Patrick J. Wier, PhD
Vice President for Safety Assessment,
GlaxoSmithKline
Integrating liver toxicogenomics with clinical pathology, histopathology and drug metabolism data in preclinical studies – GSK perspective [PDF]

From a study of over 170 known compounds in rats, a relational database of individual animal treatment (compound, dose, duration), liver micro array, toxicology, clinical pathology and histopathology data was created. A combination of statistical analyses and biological perspectives identified liver expression changes correlating with 9 different liver toxicity manifestations and 7 different liver toxicity modes of action. These were configured into a rat liver TaqMan panel for application to sub-acute rat toxicology studies as part of first tier drug development. Interpretation of these gene expression data is made by reference to previously studied known compounds. These gene expression data are considered to be “exploratory” and not used for human safety decision making. Instead, these data are used in conjunction with traditional endpoints, drug metabolism, and other properties to aid in the selection of drug development candidates.
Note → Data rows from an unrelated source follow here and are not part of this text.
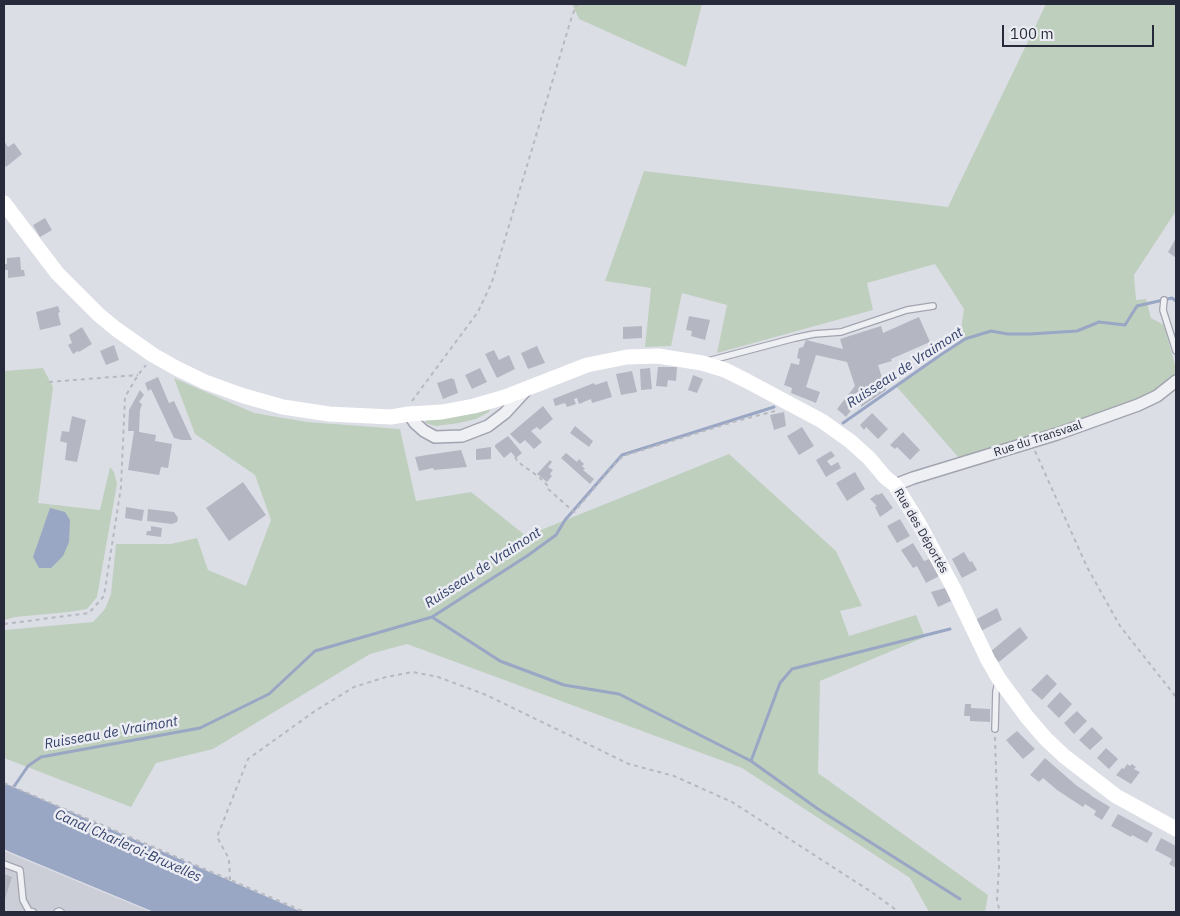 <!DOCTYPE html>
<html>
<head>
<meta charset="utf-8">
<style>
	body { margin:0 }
	#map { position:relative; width:1180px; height:916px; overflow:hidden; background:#dcdee6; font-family:"IBM Plex Sans",sans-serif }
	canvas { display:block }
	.frame { position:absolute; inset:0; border:5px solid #272a3b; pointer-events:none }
	.scale { position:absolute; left:1002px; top:25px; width:152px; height:22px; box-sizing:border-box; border:2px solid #272a3b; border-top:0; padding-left:6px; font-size:15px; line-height:18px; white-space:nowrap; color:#272a3b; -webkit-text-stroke:4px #ecedf3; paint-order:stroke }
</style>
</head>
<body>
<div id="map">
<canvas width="1180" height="916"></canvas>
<div class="frame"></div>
<div class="scale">100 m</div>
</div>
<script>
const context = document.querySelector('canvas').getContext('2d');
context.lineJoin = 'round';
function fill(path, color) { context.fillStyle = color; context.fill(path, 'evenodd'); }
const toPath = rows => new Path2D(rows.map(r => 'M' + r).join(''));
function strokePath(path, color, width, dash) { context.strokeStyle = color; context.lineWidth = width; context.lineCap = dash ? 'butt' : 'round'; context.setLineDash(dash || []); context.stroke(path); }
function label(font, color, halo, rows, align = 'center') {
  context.font = font + ' "IBM Plex Sans",sans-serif'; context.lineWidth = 5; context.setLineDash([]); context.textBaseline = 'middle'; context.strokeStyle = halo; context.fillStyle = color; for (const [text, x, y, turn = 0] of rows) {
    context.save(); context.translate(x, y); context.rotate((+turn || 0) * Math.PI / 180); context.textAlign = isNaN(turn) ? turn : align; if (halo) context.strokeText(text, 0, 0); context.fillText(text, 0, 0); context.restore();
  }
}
const built = toPath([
	[4,851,112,896,151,912,4,912]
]);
const green = toPath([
	[572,4,702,4,686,67,579,19],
	[1046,4,1176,4,1176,211,1134,275,1136,300,1146,299,1151,318,1164,325,1176,369,1176,376,1152,393,1023,440,959,458,897,387,959,344,964,309,935,264,867,283,873,310,717,353,727,305,682,293,671,346,645,347,651,288,605,281,644,171,948,207],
	[43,368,53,387,38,503,100,510,110,467,114,472,117,484,97,597,87,609,69,612,15,617,4,620,4,371],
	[174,378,254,413,307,422,400,429,416,501,471,492,526,536,729,454,836,551,862,606,840,611,849,636,916,615,925,637,820,681,818,773,988,895,985,912,929,912,910,878,742,768,407,644,370,654,213,749,156,763,131,807,4,758,4,630,93,622,105,609,111,594,116,544,171,544,197,538,208,570,246,586,271,520,255,475,195,434],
	[488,408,490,409,489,412,476,419,459,423,436,426,428,424,425,422,427,420]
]);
const water = toPath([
	[50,508,65,512,70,520,69,542,63,556,51,568,39,568,33,557],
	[4,783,302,912,154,912,10,852,4,849]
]);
const stream = toPath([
	[843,423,942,354,965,339,991,331,1008,334,1030,334,1077,331,1099,322,1125,325,1137,306,1172,298,1176,301],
	[432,617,500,661,564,685,619,694,751,761,818,809,960,899],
	[751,761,780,683,792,669,950,629],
	[11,791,28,766,41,757,200,728,269,694,315,651,432,617,527,556,556,535,565,520,622,455,774,407]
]);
const building = toPath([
	[4,141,8,147,14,143,22,154,6,167,4,164],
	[45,218,52,230,40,237,33,225],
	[1176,238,1176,258,1168,252],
	[20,257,21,270,24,270,25,276,8,278,8,270,4,270,4,264,7,264,7,258],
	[58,306,60,312,58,313,61,325,40,330,36,312],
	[689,316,710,320,705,340,691,336,692,331,686,330],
	[919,317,930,342,891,359,892,361,878,365,886,390,861,407,860,399,846,417,837,409,855,386,847,362,816,355,806,387,820,392,816,403,791,393,792,388,784,385,791,363,799,365,800,359,797,358,799,348,803,347,806,340,843,349,840,339,881,326,883,333],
	[642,326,642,338,623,339,623,327],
	[82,327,92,344,79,352,78,351,73,354,68,345,72,343,69,335],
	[114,345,119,360,106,365,100,351],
	[537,346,545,363,528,369,521,353],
	[494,350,499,360,509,355,515,369,497,378,485,354],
	[658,367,677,367,676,381,668,380,667,387,656,386],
	[480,368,487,382,472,389,465,375],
	[650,368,652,389,641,390,640,369],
	[632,371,637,392,621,395,616,374],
	[693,375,703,379,697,393,688,390],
	[158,377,169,403,174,401,192,440,182,440,174,438,151,389,148,391,145,383],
	[452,378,452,379,454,379,458,393,443,399,437,383],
	[607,381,612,397,592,403,591,399,579,404,577,398,574,399,576,404,567,407,565,403,555,406,553,399,589,385,594,383,595,385],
	[140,390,144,395,139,402,142,404,140,410,139,432,156,435,155,441,172,444,168,468,161,467,159,475,128,470,134,431,128,431,129,410],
	[543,406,553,419,540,430,537,427,531,431,542,442,534,449,525,440,520,444,510,434],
	[784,412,786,426,774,430,770,415],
	[872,413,888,429,878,439,866,427,864,430,860,425],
	[72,416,86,420,77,462,65,460,67,443,60,441,62,431,69,432],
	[575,426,593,441,589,447,570,433],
	[802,427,814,446,799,455,787,436],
	[903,432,920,450,910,460,897,447,895,449,890,445],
	[508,436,522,453,516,458,511,452,504,458,495,447,495,445],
	[491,447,491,459,476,460,476,449],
	[461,450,467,467,434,470,433,468,419,471,415,457,427,455],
	[831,451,835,456,827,461,831,466,838,462,841,468,826,477,816,460],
	[566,453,577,462,579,459,584,464,582,466,585,469,583,470,594,479,590,484,561,458],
	[550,460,552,462,548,467,553,470,550,474,552,476,547,482,537,474],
	[855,472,865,489,847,501,836,483],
	[243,482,266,515,229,541,206,508],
	[882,493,893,508,880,517,875,507,877,506,870,499,877,494,878,495],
	[126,507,144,510,142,521,125,518],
	[148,509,174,512,178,518,177,522,172,524,147,521],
	[900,519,910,536,897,543,887,526],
	[151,526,162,528,161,537,146,535,147,531,151,531],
	[913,543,924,561,929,559,939,576,926,583,917,566,913,568,901,550],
	[964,552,970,562,972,561,977,570,962,578,952,559],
	[945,588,951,601,938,607,931,592],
	[997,608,1002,620,981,631,975,620],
	[1020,627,1028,638,999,662,990,652],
	[1047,674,1057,684,1042,700,1031,690],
	[1060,692,1072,704,1059,718,1047,706],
	[965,704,971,704,971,708,990,709,990,722,970,721,970,716,964,716],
	[1077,711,1087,721,1074,734,1064,723],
	[1092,727,1103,738,1090,750,1079,740],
	[1017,731,1035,749,1023,759,1006,740],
	[1106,748,1118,759,1109,769,1097,758],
	[1045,758,1077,786,1091,795,1090,795,1110,807,1102,820,1094,815,1096,811,1085,804,1083,807,1057,790,1043,778,1039,782,1030,775],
	[1127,764,1130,766,1132,764,1136,767,1134,769,1140,772,1131,784,1116,775,1122,768,1124,769],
	[1118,814,1153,833,1147,843,1132,835,1131,837,1111,826],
	[1161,838,1176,846,1176,868,1169,864,1172,859,1155,850],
	[4,874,12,877,4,902]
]);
const path = toPath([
	[49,382,138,375],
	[412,401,478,312,492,282,572,16,577,4],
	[1035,451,1087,567,1120,626,1176,697],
	[515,457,518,462,539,477,548,486,547,488,574,512,615,464,623,456,733,422,775,411],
	[4,624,89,613,104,596,121,487,125,397,138,375,146,365],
	[995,737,999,867,997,901,1000,912],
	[4,783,305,912],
	[230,880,229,859,217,837,248,759,315,711,354,687,386,677,413,672,438,677,484,694,629,764,674,776,732,802,870,891,899,912]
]);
const lane = toPath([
	[1164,300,1163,310,1176,351],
	[708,361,795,338,814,334,841,332,907,310,933,306],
	[995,729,996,691,998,683],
	[4,864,20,870,23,900,29,911,33,912],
	[57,912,59,911,61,912]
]);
const street = toPath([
	[409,414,415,423,424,431,435,437,462,436,488,426,505,413,528,388],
	[895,485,913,478,1057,434,1138,405,1157,396,1176,381]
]);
const secondary = toPath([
	[4,203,57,273,99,315,116,329,153,355,176,368,205,382,244,396,283,407,329,414,391,417,409,414,442,412,474,406,505,397,587,365,627,357,658,356,702,363,725,370,747,381,822,421,850,441,869,458,885,477,895,485,918,522,954,589,988,660,999,679,1027,717,1045,738,1064,756,1116,796,1176,829]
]);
const streetNames = [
	["Rue du Transvaal",1038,439,-18],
	["Rue des Déportés",921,531,60]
];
const waterNames = [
	["Ruisseau de Vraimont",905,368,-33],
	["Ruisseau de Vraimont",483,568,-33],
	["Ruisseau de Vraimont",111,733,-10],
	["Canal Charleroi-Bruxelles",128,846,24]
];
fill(built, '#cbcdd7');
fill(green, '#bfcfbe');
fill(water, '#99a6c4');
strokePath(stream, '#99a6c4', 3);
fill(building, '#b4b7c2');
strokePath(lane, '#a2a4af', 8);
strokePath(street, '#a2a4af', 14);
strokePath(path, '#b7b9c0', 2, [4, 4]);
strokePath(lane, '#eff0f4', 5.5);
strokePath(street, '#eff0f4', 11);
strokePath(secondary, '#fff', 15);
label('12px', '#272a3b', '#ecedf3', streetNames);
label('italic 14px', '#34426c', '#ecedf3', waterNames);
</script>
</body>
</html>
Hepatic gene expression changes that corroborate clinical or histopathology findings help distinguish “background” (spontaneous or vehicle-related) from drug-related effects in preliminary toxicology studies with small group sizes. Hepatic gene expression changes can suggest potential modes of action (e.g., GSH depletion,) not evident from traditional endpoints, and mode of action information can help guide subsequent compound “screening” or further preclinical studies. In addition, predicted compound properties (e.g., P450 interaction) can be confirmed or refuted in vivo with rat liver gene expression data. In summary, we have practically integrated liver toxicogenonics into a “routine” toxicology testing protocol by creating a facile data generation/reporting process, providing sufficient reference knowledge (and processes to grow the knowledge base as new compounds are tested) to all scientists (not just genomic specialists), and positioning gene expression results in the context of traditional endpoints.

Biographical Sketch

Dr. Patrick Wier received his PhD from the University of Rochester in 1985. He has been active as a councilor for the Teratology Society 2001-4, and as a lecturer for the Society of Toxicology (2004: Interpreting female reproductive toxicity data). He has worked and published in the field of toxicology, focusing especially on reproductive tract of primate animals. He is now the Vice President for Safety Assessment of the GlaxoSmithKline Company.